A series inspired by lyrics from the Beatles

Trishla Jain’s works were recently on display in Mumbai after having been showcased in the capital city of India earlier this year.

Her exhibition, entitled ‘Tangerine Trees and Marmalade Skies’, underlined how she has put her creativity to optimum use. In fact, she has been painting the age of seven. In spite of no formal training in art, she has received critical applause with her whimsical, provocative and spontaneous paintings.

Her artistic style and approach is very versatile. This reflects in the fact that she can employ various bold and deft brush strokes as well as impasto techniques while working on wallpapers, and Shakespearean words in order to convey a subtle artistic message.

Her recent series of works was inspired by famous lyrics from the Beatles. even as the artist foraged through the peculiar past - as timeless as the Bhagavad Gita and as recent as Eminem - to compose curious collages of comments. It was a warm display of candy pop colors, of a flurry of words, glorious paints, curios and interesting ideas. It reflected her personality itself: a bundle of contradictions that juxtaposes sauciness and serenity, deep thought and joie de vivre.

Trishla Jain likes to label her paintings and installations as 'found art', but what dominates it is the jovial juxtaposition of the unusual. Cut-out frames actually framed nothing specific, and lime green furniture bore serene sepia-tinted imagery.

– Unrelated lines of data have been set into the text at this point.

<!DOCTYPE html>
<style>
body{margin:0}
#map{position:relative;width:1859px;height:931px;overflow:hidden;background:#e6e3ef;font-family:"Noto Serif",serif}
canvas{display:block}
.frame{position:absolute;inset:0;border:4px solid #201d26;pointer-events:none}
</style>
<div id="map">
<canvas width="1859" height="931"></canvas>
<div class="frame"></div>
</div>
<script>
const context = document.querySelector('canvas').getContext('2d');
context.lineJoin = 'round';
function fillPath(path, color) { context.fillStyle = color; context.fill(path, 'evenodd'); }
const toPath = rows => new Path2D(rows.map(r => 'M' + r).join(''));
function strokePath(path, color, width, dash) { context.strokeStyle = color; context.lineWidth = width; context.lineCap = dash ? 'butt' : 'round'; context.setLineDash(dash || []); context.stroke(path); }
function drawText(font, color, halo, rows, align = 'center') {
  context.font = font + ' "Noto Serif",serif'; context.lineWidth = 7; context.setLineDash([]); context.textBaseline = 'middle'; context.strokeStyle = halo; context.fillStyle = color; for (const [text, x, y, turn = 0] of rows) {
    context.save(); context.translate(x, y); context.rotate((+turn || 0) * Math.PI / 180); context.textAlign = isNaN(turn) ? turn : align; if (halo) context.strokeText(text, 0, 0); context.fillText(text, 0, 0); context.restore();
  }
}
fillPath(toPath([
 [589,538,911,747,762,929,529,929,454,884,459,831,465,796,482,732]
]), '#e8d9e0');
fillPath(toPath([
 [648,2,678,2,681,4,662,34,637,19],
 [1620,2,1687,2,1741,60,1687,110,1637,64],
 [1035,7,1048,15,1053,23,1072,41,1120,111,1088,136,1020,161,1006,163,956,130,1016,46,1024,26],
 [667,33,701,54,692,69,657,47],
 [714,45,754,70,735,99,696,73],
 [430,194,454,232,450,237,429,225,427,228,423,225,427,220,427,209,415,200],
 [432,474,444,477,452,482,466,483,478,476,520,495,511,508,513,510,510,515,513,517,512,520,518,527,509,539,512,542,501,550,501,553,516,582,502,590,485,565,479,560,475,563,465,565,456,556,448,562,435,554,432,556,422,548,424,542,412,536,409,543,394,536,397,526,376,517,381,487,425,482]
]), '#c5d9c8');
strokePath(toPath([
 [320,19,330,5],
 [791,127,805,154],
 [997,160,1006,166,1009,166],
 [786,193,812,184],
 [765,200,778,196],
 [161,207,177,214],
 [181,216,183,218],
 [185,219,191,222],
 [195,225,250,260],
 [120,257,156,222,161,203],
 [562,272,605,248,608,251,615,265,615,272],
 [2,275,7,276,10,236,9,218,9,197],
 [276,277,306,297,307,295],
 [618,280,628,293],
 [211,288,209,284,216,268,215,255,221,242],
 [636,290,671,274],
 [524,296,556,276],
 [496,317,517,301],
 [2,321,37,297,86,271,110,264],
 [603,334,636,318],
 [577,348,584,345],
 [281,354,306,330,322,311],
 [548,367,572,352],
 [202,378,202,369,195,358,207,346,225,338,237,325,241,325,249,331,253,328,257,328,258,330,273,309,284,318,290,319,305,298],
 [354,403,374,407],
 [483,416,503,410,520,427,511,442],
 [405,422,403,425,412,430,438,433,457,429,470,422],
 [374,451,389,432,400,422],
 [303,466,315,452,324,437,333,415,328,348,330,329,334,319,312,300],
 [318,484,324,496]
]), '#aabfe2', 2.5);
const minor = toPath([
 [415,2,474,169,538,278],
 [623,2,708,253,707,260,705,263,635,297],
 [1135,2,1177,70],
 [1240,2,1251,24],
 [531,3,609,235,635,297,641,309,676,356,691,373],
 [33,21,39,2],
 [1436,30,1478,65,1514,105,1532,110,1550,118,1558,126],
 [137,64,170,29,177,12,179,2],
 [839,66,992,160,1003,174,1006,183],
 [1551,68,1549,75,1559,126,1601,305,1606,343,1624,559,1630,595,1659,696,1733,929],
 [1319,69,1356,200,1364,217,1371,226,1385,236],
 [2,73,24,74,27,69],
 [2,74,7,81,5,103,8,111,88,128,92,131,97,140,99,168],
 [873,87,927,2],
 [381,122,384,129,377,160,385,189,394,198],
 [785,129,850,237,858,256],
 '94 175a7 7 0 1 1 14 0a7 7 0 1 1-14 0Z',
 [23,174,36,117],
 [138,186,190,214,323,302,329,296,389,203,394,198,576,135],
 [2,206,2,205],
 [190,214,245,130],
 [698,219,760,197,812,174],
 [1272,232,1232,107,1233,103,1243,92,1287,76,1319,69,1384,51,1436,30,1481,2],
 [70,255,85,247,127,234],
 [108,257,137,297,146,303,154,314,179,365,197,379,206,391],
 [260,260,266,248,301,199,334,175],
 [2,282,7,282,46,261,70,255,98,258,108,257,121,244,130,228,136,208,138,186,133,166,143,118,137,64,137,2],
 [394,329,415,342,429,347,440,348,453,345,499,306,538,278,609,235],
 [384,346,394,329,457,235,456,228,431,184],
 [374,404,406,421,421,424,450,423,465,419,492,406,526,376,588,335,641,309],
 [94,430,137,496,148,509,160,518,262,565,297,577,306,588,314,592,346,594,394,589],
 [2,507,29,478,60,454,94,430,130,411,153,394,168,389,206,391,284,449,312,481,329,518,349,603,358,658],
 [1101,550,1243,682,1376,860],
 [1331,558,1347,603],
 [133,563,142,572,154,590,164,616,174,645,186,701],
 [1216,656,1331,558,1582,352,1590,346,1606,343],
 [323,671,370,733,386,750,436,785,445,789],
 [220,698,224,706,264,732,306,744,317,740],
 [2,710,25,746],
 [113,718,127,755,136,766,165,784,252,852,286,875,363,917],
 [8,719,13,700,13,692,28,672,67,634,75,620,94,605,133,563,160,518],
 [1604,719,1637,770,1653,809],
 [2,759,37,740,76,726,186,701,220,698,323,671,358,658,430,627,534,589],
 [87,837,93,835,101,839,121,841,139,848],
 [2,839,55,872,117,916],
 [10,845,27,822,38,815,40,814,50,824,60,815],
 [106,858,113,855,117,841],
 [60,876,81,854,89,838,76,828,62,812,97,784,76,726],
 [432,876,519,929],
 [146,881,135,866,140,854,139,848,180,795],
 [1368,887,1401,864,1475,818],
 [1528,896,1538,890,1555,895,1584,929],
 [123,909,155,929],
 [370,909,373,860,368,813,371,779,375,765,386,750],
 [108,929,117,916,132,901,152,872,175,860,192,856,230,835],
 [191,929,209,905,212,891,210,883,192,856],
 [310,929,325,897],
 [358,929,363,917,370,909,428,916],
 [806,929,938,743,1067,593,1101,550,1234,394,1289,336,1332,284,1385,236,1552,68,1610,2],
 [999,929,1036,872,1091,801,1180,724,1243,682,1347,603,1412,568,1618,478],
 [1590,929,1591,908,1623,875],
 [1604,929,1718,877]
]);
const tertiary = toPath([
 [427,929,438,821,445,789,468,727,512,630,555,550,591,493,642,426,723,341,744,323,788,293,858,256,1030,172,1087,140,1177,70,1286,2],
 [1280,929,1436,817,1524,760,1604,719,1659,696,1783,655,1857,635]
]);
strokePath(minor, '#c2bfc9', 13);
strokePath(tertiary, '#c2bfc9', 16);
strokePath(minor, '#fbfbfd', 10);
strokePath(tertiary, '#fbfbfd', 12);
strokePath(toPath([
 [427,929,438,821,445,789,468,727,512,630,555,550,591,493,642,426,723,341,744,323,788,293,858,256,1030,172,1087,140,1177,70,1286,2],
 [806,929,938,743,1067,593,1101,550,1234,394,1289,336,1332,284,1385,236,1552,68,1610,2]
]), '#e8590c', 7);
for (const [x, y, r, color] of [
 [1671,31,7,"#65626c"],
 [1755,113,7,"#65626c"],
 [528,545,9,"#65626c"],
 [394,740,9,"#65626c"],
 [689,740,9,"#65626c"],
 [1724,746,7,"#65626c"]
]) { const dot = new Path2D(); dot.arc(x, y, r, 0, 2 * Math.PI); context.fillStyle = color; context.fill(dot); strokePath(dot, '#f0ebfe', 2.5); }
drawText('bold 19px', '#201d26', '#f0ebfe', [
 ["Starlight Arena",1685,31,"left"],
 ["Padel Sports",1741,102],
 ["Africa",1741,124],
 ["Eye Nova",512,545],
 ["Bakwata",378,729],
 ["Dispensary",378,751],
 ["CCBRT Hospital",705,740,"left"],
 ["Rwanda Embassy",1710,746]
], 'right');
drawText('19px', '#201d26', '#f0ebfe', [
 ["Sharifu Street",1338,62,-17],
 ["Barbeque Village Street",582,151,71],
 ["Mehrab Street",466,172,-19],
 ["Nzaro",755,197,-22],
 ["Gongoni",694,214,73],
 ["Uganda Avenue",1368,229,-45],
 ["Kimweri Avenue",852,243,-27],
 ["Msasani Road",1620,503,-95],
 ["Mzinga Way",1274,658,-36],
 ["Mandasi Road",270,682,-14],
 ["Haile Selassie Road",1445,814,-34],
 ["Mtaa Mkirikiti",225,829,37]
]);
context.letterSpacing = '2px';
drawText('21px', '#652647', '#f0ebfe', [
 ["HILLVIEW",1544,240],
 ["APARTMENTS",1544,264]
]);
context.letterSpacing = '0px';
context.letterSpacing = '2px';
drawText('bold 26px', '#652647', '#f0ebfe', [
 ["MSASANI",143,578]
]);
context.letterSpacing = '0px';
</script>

Artimus Tiger pondered even as a hobby horse rocked, a jewelry cutouts’ collage spilled across a table, cutting down conspicuous consumption to 2D - the timeless remark ‘I’m the highest truth; I’m the greatest peace; I’m the grandest love’ drifted round inside a triptych, and ended with the ultimate realization, ‘I am’. Were they simple comments? Pointed critiques?

What marks ‘Tangerine Trees and Marmalade Skies’ is her more assured strokes, and more confident motifs.